How I’m able to spend the night (and actually sleep) in Skid Row
My work leads me to stay in this complicated unhoused community quite often; that would be impossible without the alliances that keep me safe.
RePete looked at me.
It was late, rounding past midnight, and I’d stepped away from our Skid Row grill operation to talk to him.
Knowing that I would later retreat into my cargo van parked just across the street, he gestured to the giant sledgehammer affixed to the top of his backpack.
“You don’t even know,” he said, “how many people are watching out for you while you sleep.”
This conversation, about six months ago, was not a casual one. Pete was voicing his support. And that fact was everything. But of course, spoken or unspoken, I already knew.
“I do know,” I told him. “It is how I am able to sleep at night.”
That I do, in Skid Row, quite often now — a result of my intimate work reporting and organizing mutual aid in the area. I spent a lot of time socializing and cooking meals, as well as researching and funding solutions to basic day-by-day needs. And then I’ll just crash there, in my van, amidst the tents.
But without people like Pete, I certainly could not.
Skid Row, as I have learned after thousands of hours reporting and spending time there, is many things.
It is a neighborhood characterized by earnest survival and resilience. It is a community filled, often, with moments of joy. It is a clinic in the capacity for ingenuity, creativity and shared responsibility.
It is also a place of chaos, of deep-seeded need and acute danger.
Because of that inherent chaos, loyalty and community in Skid Row is essential. I wouldn’t stay there without it — nor did I even attempt to until after months of consistent visits and spending time sans notebook or camera.
Pete — the de facto “fixer” on Crocker Street — has self assigned his role as my protector, a fact that gives me both comfort and occasional anxiety. (One late night after cooking, Pete proclaimed the safe signal was “my uncle’s name is Bob” and if he knocked on my van door in the night and heard anything but, he was breaking in. I immediately repeated it seven times and wrote it in my phone.)
He tells me often that when he wakes up in the middle of the night, he walks over to Bertie and makes sure everything looks in order. I believe him.

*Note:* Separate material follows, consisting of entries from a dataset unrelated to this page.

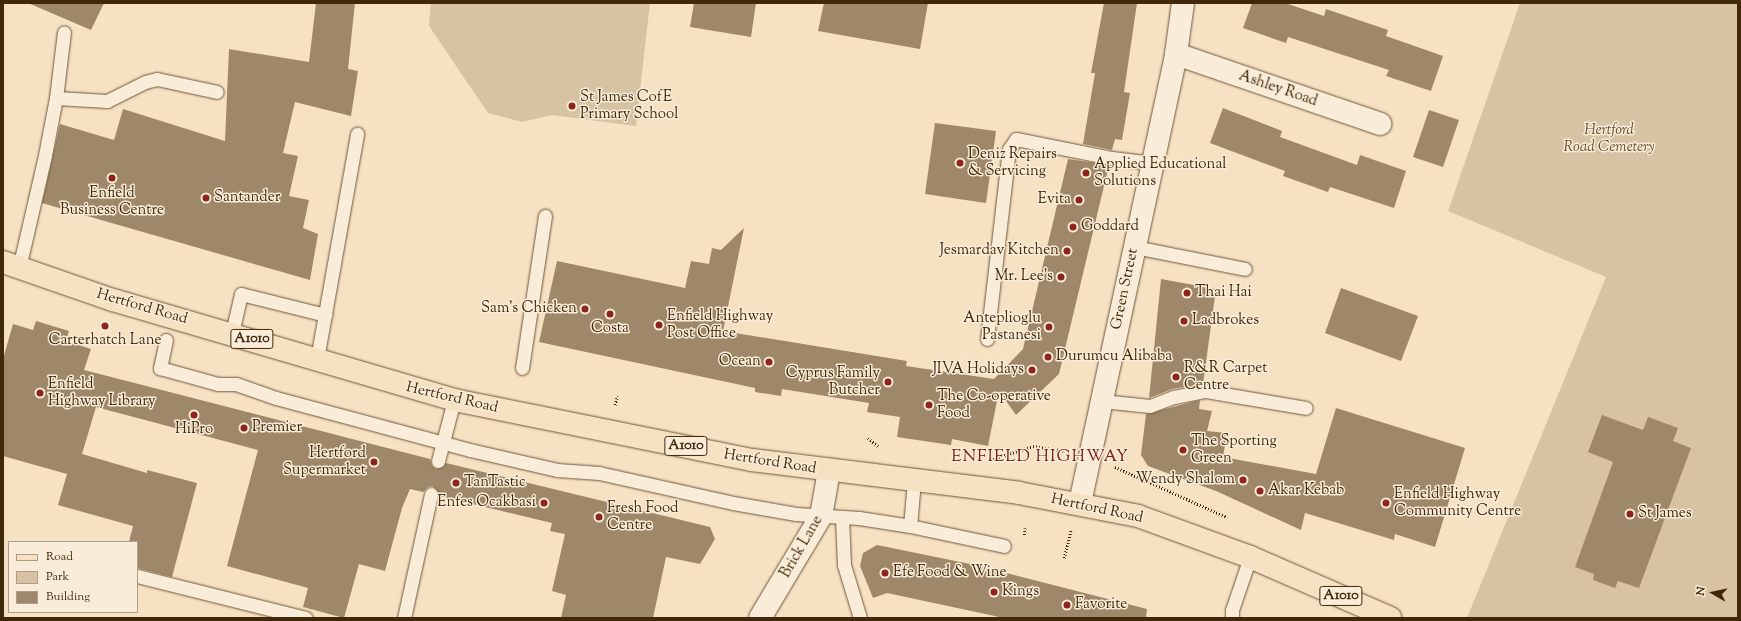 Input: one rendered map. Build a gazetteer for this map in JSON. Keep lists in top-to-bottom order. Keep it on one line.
{"streets":{"main road":["Hertford Road","A1010"],"street":["Ashley Road","Green Street","Brick Lane"]},"crossings":[["Ashley Road","Green Street"],["Green Street","Hertford Road"],["Hertford Road","Brick Lane"]],"districts":["ENFIELD HIGHWAY"],"parks":["Hertford Road Cemetery"],"places":["St James CofE Primary School","Deniz Repairs & Servicing","Applied Educational Solutions","Enfield Business Centre","Santander","Evita","Goddard","Jesmardav Kitchen","Mr. Lee's","Thai Hai","Sam's Chicken","Costa","Ladbrokes","Enfield Highway Post Office","Carterhatch Lane","Anteplioglu Pastanesi","Durumcu Alibaba","Ocean","JIVA Holidays","R&R Carpet Centre","Cyprus Family Butcher","Enfield Highway Library","The Co-operative Food","HiPro","Premier","The Sporting Green","Hertford Supermarket","Wendy Shalom","TanTastic","Akar Kebab","Enfes Ocakbasi","Enfield Highway Community Centre","St James","Fresh Food Centre","Efe Food & Wine","Kings","Favorite"],"legend":["Road","Park","Building"],"north":"left"} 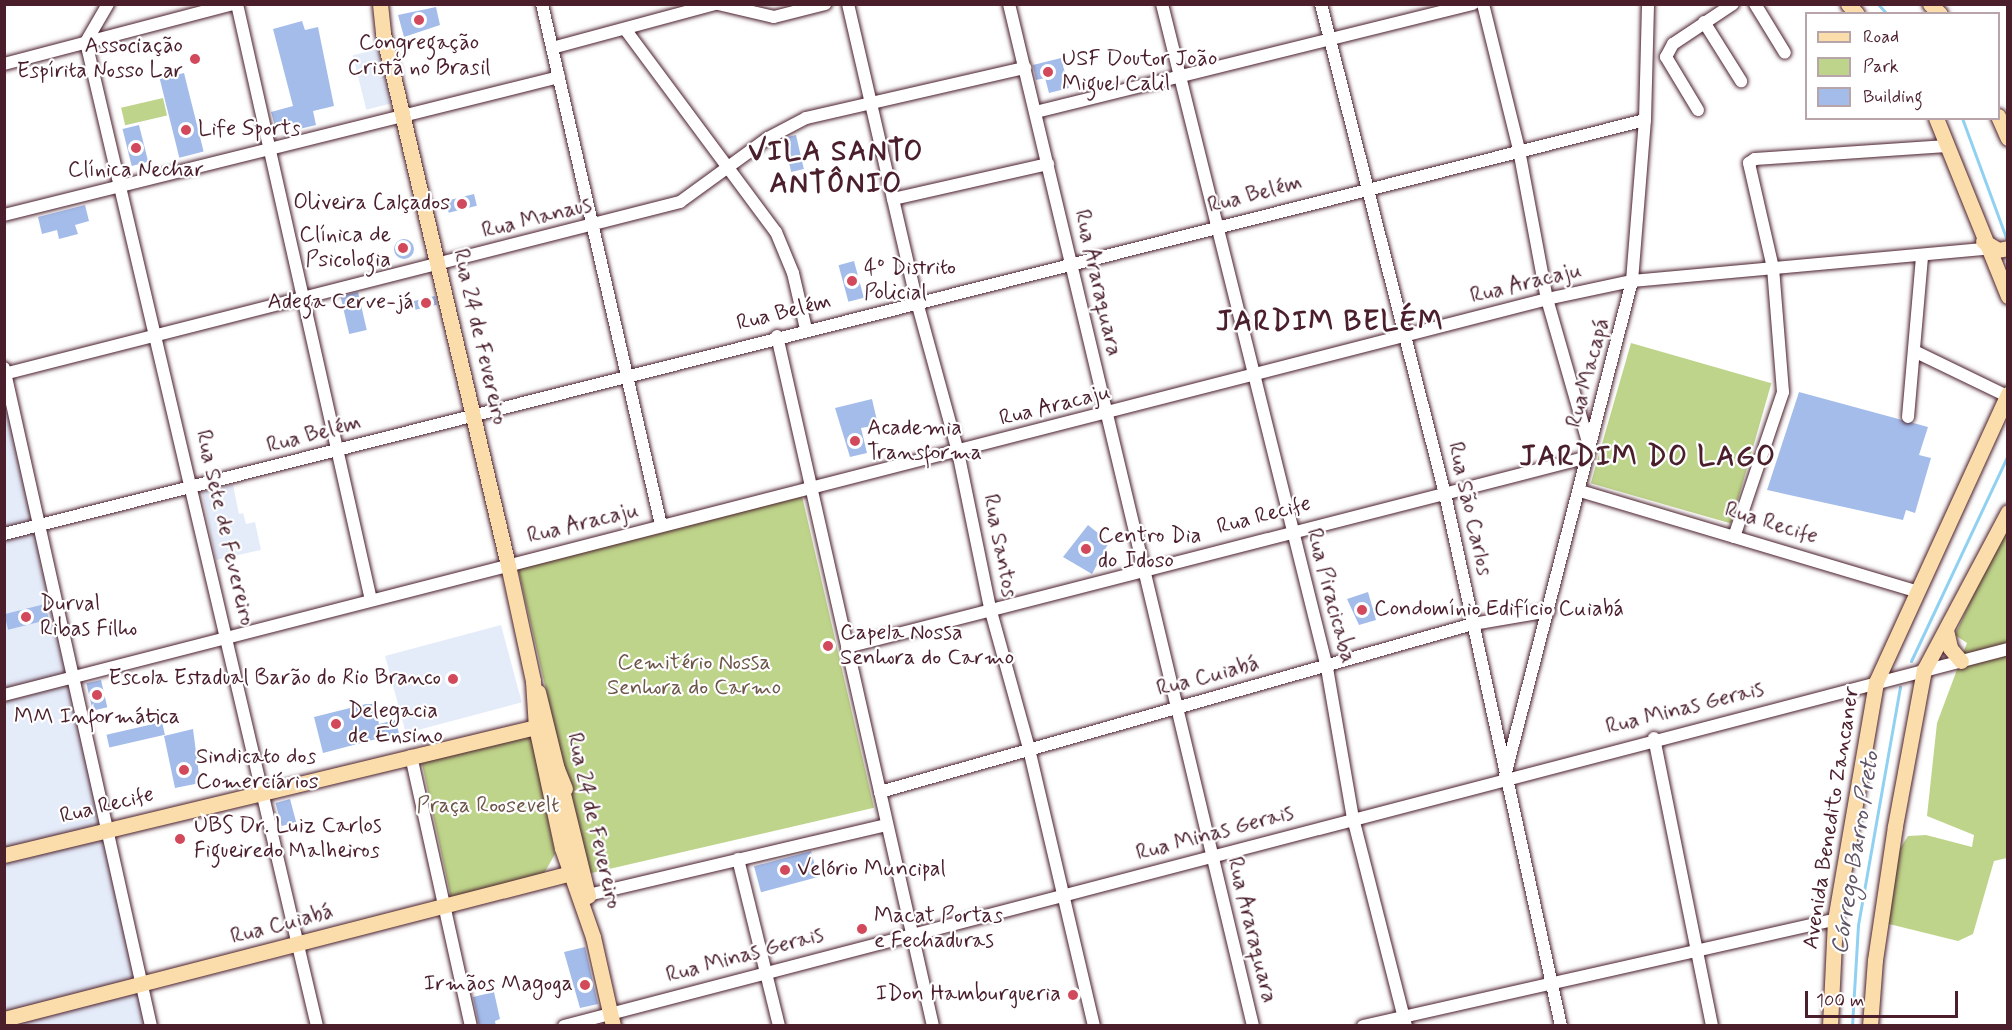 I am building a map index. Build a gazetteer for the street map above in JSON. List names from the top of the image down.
{
  "streets": {
    "main road": [
      "Rua 24 de Fevereiro",
      "Rua Recife",
      "Rua Cuiabá",
      "Avenida Benedito Zancaner"
    ],
    "street": [
      "Rua Belém",
      "Rua Manaus",
      "Rua Araraquara",
      "Rua Aracaju",
      "Rua Macapá",
      "Rua São Carlos",
      "Rua Sete de Fevereiro",
      "Rua Santos",
      "Rua Piracicaba",
      "Rua Minas Gerais"
    ]
  },
  "crossings": [
    ["Rua Belém", "Rua Araraquara"],
    ["Rua Belém", "Rua 24 de Fevereiro"],
    ["Rua Belém", "Rua Macapá"],
    ["Rua Belém", "Rua São Carlos"],
    ["Rua Belém", "Rua Sete de Fevereiro"],
    ["Rua Belém", "Rua Santos"],
    ["Rua Belém", "Rua Piracicaba"],
    ["Rua Manaus", "Rua Araraquara"],
    ["Rua Manaus", "Rua 24 de Fevereiro"],
    ["Rua Manaus", "Rua Sete de Fevereiro"],
    ["Rua Manaus", "Rua Santos"],
    ["Rua Araraquara", "Rua Aracaju"],
    ["Rua Araraquara", "Rua Recife"],
    ["Rua Araraquara", "Rua Cuiabá"],
    ["Rua Araraquara", "Rua Minas Gerais"],
    ["Rua Aracaju", "Rua 24 de Fevereiro"],
    ["Rua Aracaju", "Rua Macapá"],
    ["Rua Aracaju", "Rua São Carlos"],
    ["Rua Aracaju", "Rua Sete de Fevereiro"],
    ["Rua Aracaju", "Rua Santos"],
    ["Rua Aracaju", "Rua Piracicaba"],
    ["Rua 24 de Fevereiro", "Rua Recife"],
    ["Rua 24 de Fevereiro", "Rua Cuiabá"],
    ["Rua 24 de Fevereiro", "Rua Minas Gerais"],
    ["Rua Macapá", "Rua São Carlos"],
    ["Rua Macapá", "Rua Recife"],
    ["Rua Macapá", "Rua Cuiabá"],
    ["Rua Macapá", "Rua Minas Gerais"],
    ["Rua São Carlos", "Rua Recife"],
    ["Rua São Carlos", "Rua Cuiabá"],
    ["Rua São Carlos", "Rua Minas Gerais"],
    ["Rua Recife", "Rua Sete de Fevereiro"],
    ["Rua Recife", "Rua Santos"],
    ["Rua Recife", "Rua Piracicaba"],
    ["Rua Recife", "Avenida Benedito Zancaner"],
    ["Rua Sete de Fevereiro", "Rua Cuiabá"],
    ["Rua Santos", "Rua Cuiabá"],
    ["Rua Santos", "Rua Minas Gerais"],
    ["Rua Piracicaba", "Rua Cuiabá"],
    ["Rua Piracicaba", "Rua Minas Gerais"],
    ["Rua Minas Gerais", "Avenida Benedito Zancaner"]
  ],
  "districts": ["VILA SANTO ANTÔNIO", "JARDIM BELÉM", "JARDIM DO LAGO"],
  "water": ["Córrego Barro Preto"],
  "parks": ["Cemitério Nossa Senhora do Carmo", "Praça Roosevelt"],
  "places": [
    "Congregação Cristã no Brasil",
    "Associação Espírita Nosso Lar",
    "USF Doutor João Miguel Calil",
    "Life Sports",
    "Clínica Nechar",
    "Oliveira Calçados",
    "Clínica de Psicologia",
    "4º Distrito Policial",
    "Adega Cerve-já",
    "Academia Transforma",
    "Centro Dia do Idoso",
    "Condomínio Edifício Cuiabá",
    "Durval Ribas Filho",
    "Capela Nossa Senhora do Carmo",
    "Escola Estadual Barão do Rio Branco",
    "MM Informática",
    "Delegacia de Ensino",
    "Sindicato dos Comerciários",
    "UBS Dr. Luiz Carlos Figueiredo Malheiros",
    "Velório Muncipal",
    "Macat Portas e Fechaduras",
    "Irmãos Magoga",
    "IDon Hamburgueria"
  ],
  "legend": ["Road", "Park", "Building"],
  "scale_bar": "100 m"
}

So incredibly, while other things in Skid Row keep me up at night (noise, conflict, worry of being towed) my safety is not one of them.
I met RePete about 15 months ago, on my first visit to Skid Row. That day, I first encountered Pastor Blue, whose “territory” I now park and sleep in when I stay overnight — impossible without the friendship and alliance of this man and community leader, who lives out of his van and operates a multiple-tent community center on the sidewalk nearby.
Maybe a half hour into my chat with Blue, Pete showed up. Hollywood — Blue’s neighbor and the other half of the “Blue Hollywood” moniker they gave this portion of Crocker Street — introduced him as “the mechanic,” with pertinent context: it wasn’t cars that he fixed.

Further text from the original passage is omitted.